● Dataset records:
===

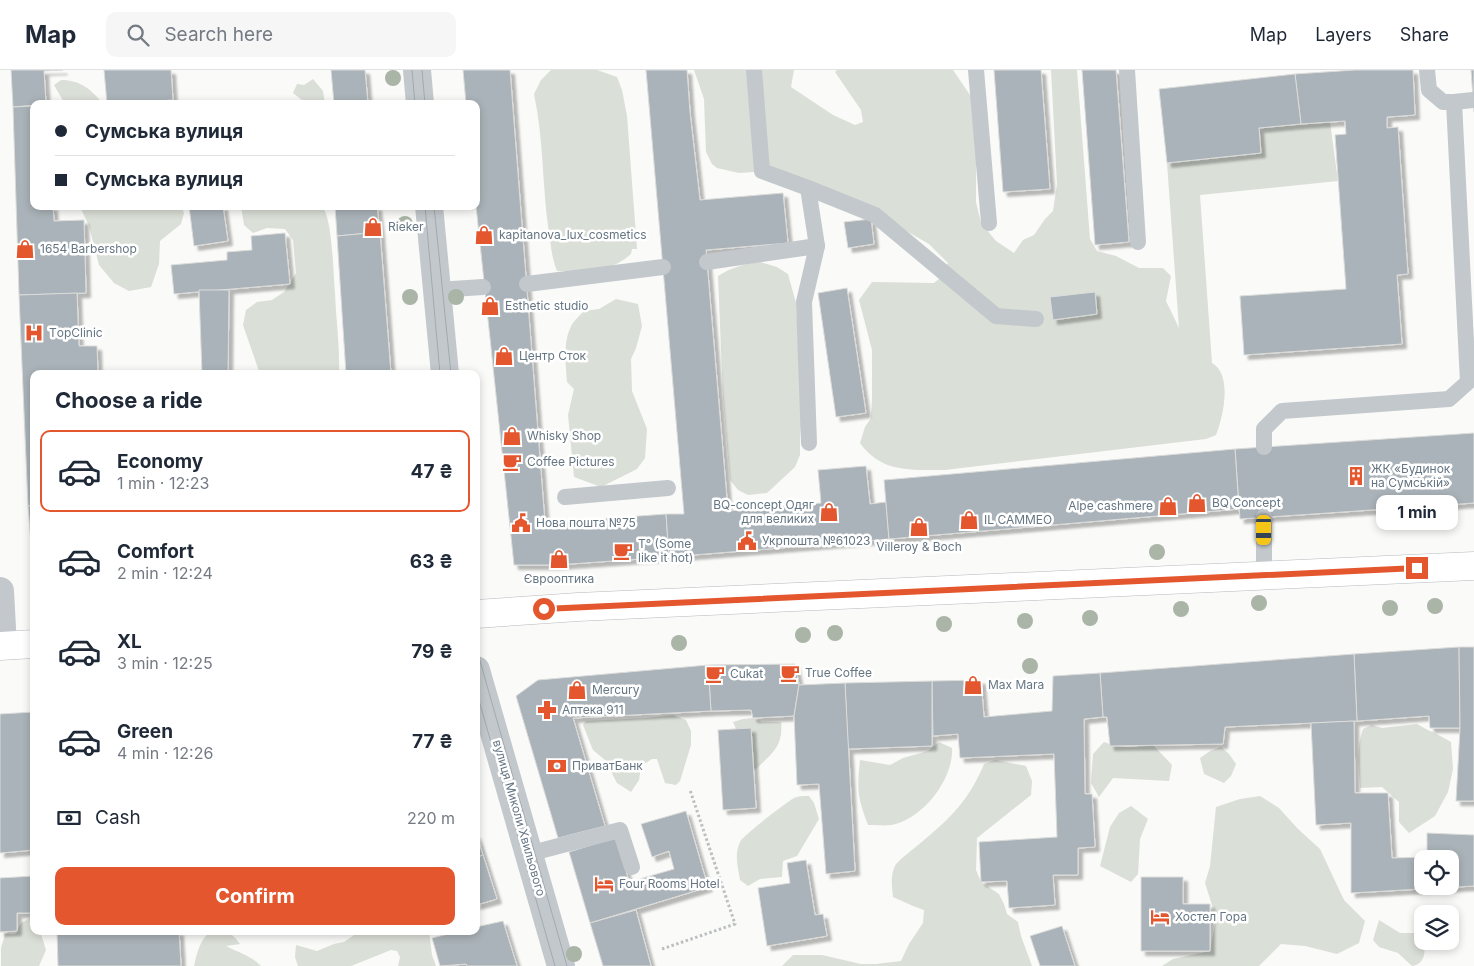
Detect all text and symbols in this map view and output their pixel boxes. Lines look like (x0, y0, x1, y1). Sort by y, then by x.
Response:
search box (106, 12, 456, 57)
text: Map (25, 20, 76, 49)
icon: search (124, 21, 152, 49)
text: Search here (164, 23, 273, 46)
text: Map (1250, 24, 1287, 45)
text: Layers (1315, 24, 1372, 45)
text: Share (1400, 24, 1449, 45)
text: Сумська вулиця (85, 120, 243, 143)
text: Сумська вулиця (85, 168, 243, 191)
shop icon: Rieker (362, 216, 384, 238)
place label: Rieker (388, 219, 424, 234)
shop icon: kapitanova_lux_cosmetics (473, 224, 495, 246)
place label: kapitanova_lux_cosmetics (499, 227, 647, 242)
shop icon: 1654 Barbershop (14, 238, 36, 260)
place label: 1654 Barbershop (40, 241, 137, 256)
shop icon: Esthetic studio (479, 295, 501, 317)
place label: Esthetic studio (505, 298, 588, 313)
hospital icon: TоpClinic (23, 322, 45, 344)
place label: TоpClinic (49, 325, 103, 340)
shop icon: Центр Сток (493, 345, 515, 367)
place label: Центр Сток (519, 348, 587, 363)
text: Choose a ride (55, 387, 203, 413)
shop icon: Whisky Shop (501, 425, 523, 447)
place label: Whisky Shop (527, 428, 601, 443)
icon: car (57, 449, 102, 494)
text: Economy (117, 450, 203, 473)
cafe icon: Coffee Pictures (501, 451, 523, 473)
place label: Coffee Pictures (527, 454, 615, 469)
text: 47 ₴ (411, 460, 453, 483)
place label: ЖК «Будинок на Сумській» (1371, 461, 1451, 490)
building icon: ЖК «Будинок на Сумській» (1345, 465, 1367, 487)
text: 1 min · 12:23 (117, 473, 209, 493)
shop icon: BQ Concept (1186, 492, 1208, 514)
shop icon: Alpe cashmere (1157, 495, 1179, 517)
place label: BQ Concept (1212, 495, 1281, 510)
callout: 1 min (1376, 496, 1458, 530)
place label: BQ-concept Одяг для великих (713, 497, 814, 526)
place label: Alpe cashmere (1068, 498, 1153, 513)
shop icon: BQ-concept Одяг для великих (818, 501, 840, 523)
text: 1 min (1397, 502, 1437, 522)
shop icon: IL CAMMEO (958, 509, 980, 531)
public building icon: Нова пошта №75 (510, 512, 532, 534)
place label: IL CAMMEO (984, 512, 1052, 527)
place label: Нова пошта №75 (536, 515, 636, 530)
car (1256, 515, 1271, 545)
shop icon: Villeroy & Boch (908, 516, 930, 538)
public building icon: Укрпошта №61023 (736, 530, 758, 552)
place label: Укрпошта №61023 (762, 533, 870, 548)
place label: T° (Some like it hot) (638, 536, 693, 565)
icon: car (57, 539, 102, 584)
place label: Villeroy & Boch (876, 539, 962, 554)
text: Comfort (117, 540, 194, 563)
cafe icon: T° (Some like it hot) (612, 540, 634, 562)
shop icon: Єврооптика (548, 548, 570, 570)
text: 63 ₴ (410, 550, 453, 573)
route end (1406, 557, 1428, 579)
text: 2 min · 12:24 (117, 563, 213, 583)
place label: Єврооптика (524, 571, 594, 586)
route start (533, 598, 555, 620)
icon: car (57, 629, 102, 674)
text: XL (117, 630, 142, 653)
text: 79 ₴ (411, 640, 453, 663)
text: 3 min · 12:25 (117, 653, 213, 673)
cafe icon: True Coffee (779, 662, 801, 684)
cafe icon: Cukat (704, 663, 726, 685)
place label: True Coffee (805, 665, 872, 680)
place label: Cukat (730, 666, 763, 681)
shop icon: Max Mara (962, 674, 984, 696)
place label: Max Mara (988, 677, 1044, 692)
shop icon: Mercury (566, 679, 588, 701)
place label: Mercury (592, 682, 640, 697)
pharmacy icon: Аптека 911 (536, 699, 558, 721)
place label: Аптека 911 (562, 702, 624, 717)
icon: car (57, 719, 102, 764)
text: Green (117, 720, 173, 743)
text: 77 ₴ (412, 730, 453, 753)
street label: вулиця Миколи Хвильового (490, 738, 549, 898)
text: 4 min · 12:26 (117, 743, 213, 763)
bank icon: ПриватБанк (546, 755, 568, 777)
place label: ПриватБанк (572, 758, 643, 773)
icon: cash (55, 804, 83, 832)
text: Cash (95, 806, 141, 829)
text: 220 m (407, 808, 455, 828)
map controls (1414, 850, 1459, 950)
button: locate (1414, 850, 1459, 895)
button: Confirm (55, 867, 455, 925)
hotel icon: Four Rooms Hotel (593, 873, 615, 895)
place label: Four Rooms Hotel (619, 876, 720, 891)
button: layers (1414, 905, 1459, 950)
hotel icon: Хостел Гора (1149, 906, 1171, 928)
place label: Хостел Гора (1175, 909, 1247, 924)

===

The copy should match each line above exactly and contain no images.

Detect all text and symbols in this map view and output their pixel boxes. Lines look like (x0, y0, x1, y1). Sort by y, then by x.
Response:
search box (106, 12, 456, 57)
text: Map (25, 20, 76, 49)
icon: search (124, 21, 152, 49)
text: Search here (164, 23, 273, 46)
text: Map (1250, 24, 1287, 45)
text: Layers (1315, 24, 1372, 45)
text: Share (1400, 24, 1449, 45)
text: Сумська вулиця (85, 120, 243, 143)
text: Сумська вулиця (85, 168, 243, 191)
shop icon: Rieker (362, 216, 384, 238)
place label: Rieker (388, 219, 424, 234)
shop icon: kapitanova_lux_cosmetics (473, 224, 495, 246)
place label: kapitanova_lux_cosmetics (499, 227, 647, 242)
shop icon: 1654 Barbershop (14, 238, 36, 260)
place label: 1654 Barbershop (40, 241, 137, 256)
shop icon: Esthetic studio (479, 295, 501, 317)
place label: Esthetic studio (505, 298, 588, 313)
hospital icon: TоpClinic (23, 322, 45, 344)
place label: TоpClinic (49, 325, 103, 340)
shop icon: Центр Сток (493, 345, 515, 367)
place label: Центр Сток (519, 348, 587, 363)
text: Choose a ride (55, 387, 203, 413)
shop icon: Whisky Shop (501, 425, 523, 447)
place label: Whisky Shop (527, 428, 601, 443)
icon: car (57, 449, 102, 494)
text: Economy (117, 450, 203, 473)
cafe icon: Coffee Pictures (501, 451, 523, 473)
place label: Coffee Pictures (527, 454, 615, 469)
text: 47 ₴ (411, 460, 453, 483)
place label: ЖК «Будинок на Сумській» (1371, 461, 1451, 490)
building icon: ЖК «Будинок на Сумській» (1345, 465, 1367, 487)
text: 1 min · 12:23 (117, 473, 209, 493)
shop icon: BQ Concept (1186, 492, 1208, 514)
shop icon: Alpe cashmere (1157, 495, 1179, 517)
place label: BQ Concept (1212, 495, 1281, 510)
callout: 1 min (1376, 496, 1458, 530)
place label: BQ-concept Одяг для великих (713, 497, 814, 526)
place label: Alpe cashmere (1068, 498, 1153, 513)
shop icon: BQ-concept Одяг для великих (818, 501, 840, 523)
text: 1 min (1397, 502, 1437, 522)
shop icon: IL CAMMEO (958, 509, 980, 531)
public building icon: Нова пошта №75 (510, 512, 532, 534)
place label: IL CAMMEO (984, 512, 1052, 527)
place label: Нова пошта №75 (536, 515, 636, 530)
car (1256, 515, 1271, 545)
shop icon: Villeroy & Boch (908, 516, 930, 538)
public building icon: Укрпошта №61023 (736, 530, 758, 552)
place label: Укрпошта №61023 (762, 533, 870, 548)
place label: T° (Some like it hot) (638, 536, 693, 565)
icon: car (57, 539, 102, 584)
place label: Villeroy & Boch (876, 539, 962, 554)
text: Comfort (117, 540, 194, 563)
cafe icon: T° (Some like it hot) (612, 540, 634, 562)
shop icon: Єврооптика (548, 548, 570, 570)
text: 63 ₴ (410, 550, 453, 573)
route end (1406, 557, 1428, 579)
text: 2 min · 12:24 (117, 563, 213, 583)
place label: Єврооптика (524, 571, 594, 586)
route start (533, 598, 555, 620)
icon: car (57, 629, 102, 674)
text: XL (117, 630, 142, 653)
text: 79 ₴ (411, 640, 453, 663)
text: 3 min · 12:25 (117, 653, 213, 673)
cafe icon: True Coffee (779, 662, 801, 684)
cafe icon: Cukat (704, 663, 726, 685)
place label: True Coffee (805, 665, 872, 680)
place label: Cukat (730, 666, 763, 681)
shop icon: Max Mara (962, 674, 984, 696)
place label: Max Mara (988, 677, 1044, 692)
shop icon: Mercury (566, 679, 588, 701)
place label: Mercury (592, 682, 640, 697)
pharmacy icon: Аптека 911 (536, 699, 558, 721)
place label: Аптека 911 (562, 702, 624, 717)
icon: car (57, 719, 102, 764)
text: Green (117, 720, 173, 743)
text: 77 ₴ (412, 730, 453, 753)
street label: вулиця Миколи Хвильового (490, 738, 549, 898)
text: 4 min · 12:26 (117, 743, 213, 763)
bank icon: ПриватБанк (546, 755, 568, 777)
place label: ПриватБанк (572, 758, 643, 773)
icon: cash (55, 804, 83, 832)
text: Cash (95, 806, 141, 829)
text: 220 m (407, 808, 455, 828)
map controls (1414, 850, 1459, 950)
button: locate (1414, 850, 1459, 895)
button: Confirm (55, 867, 455, 925)
hotel icon: Four Rooms Hotel (593, 873, 615, 895)
place label: Four Rooms Hotel (619, 876, 720, 891)
button: layers (1414, 905, 1459, 950)
hotel icon: Хостел Гора (1149, 906, 1171, 928)
place label: Хостел Гора (1175, 909, 1247, 924)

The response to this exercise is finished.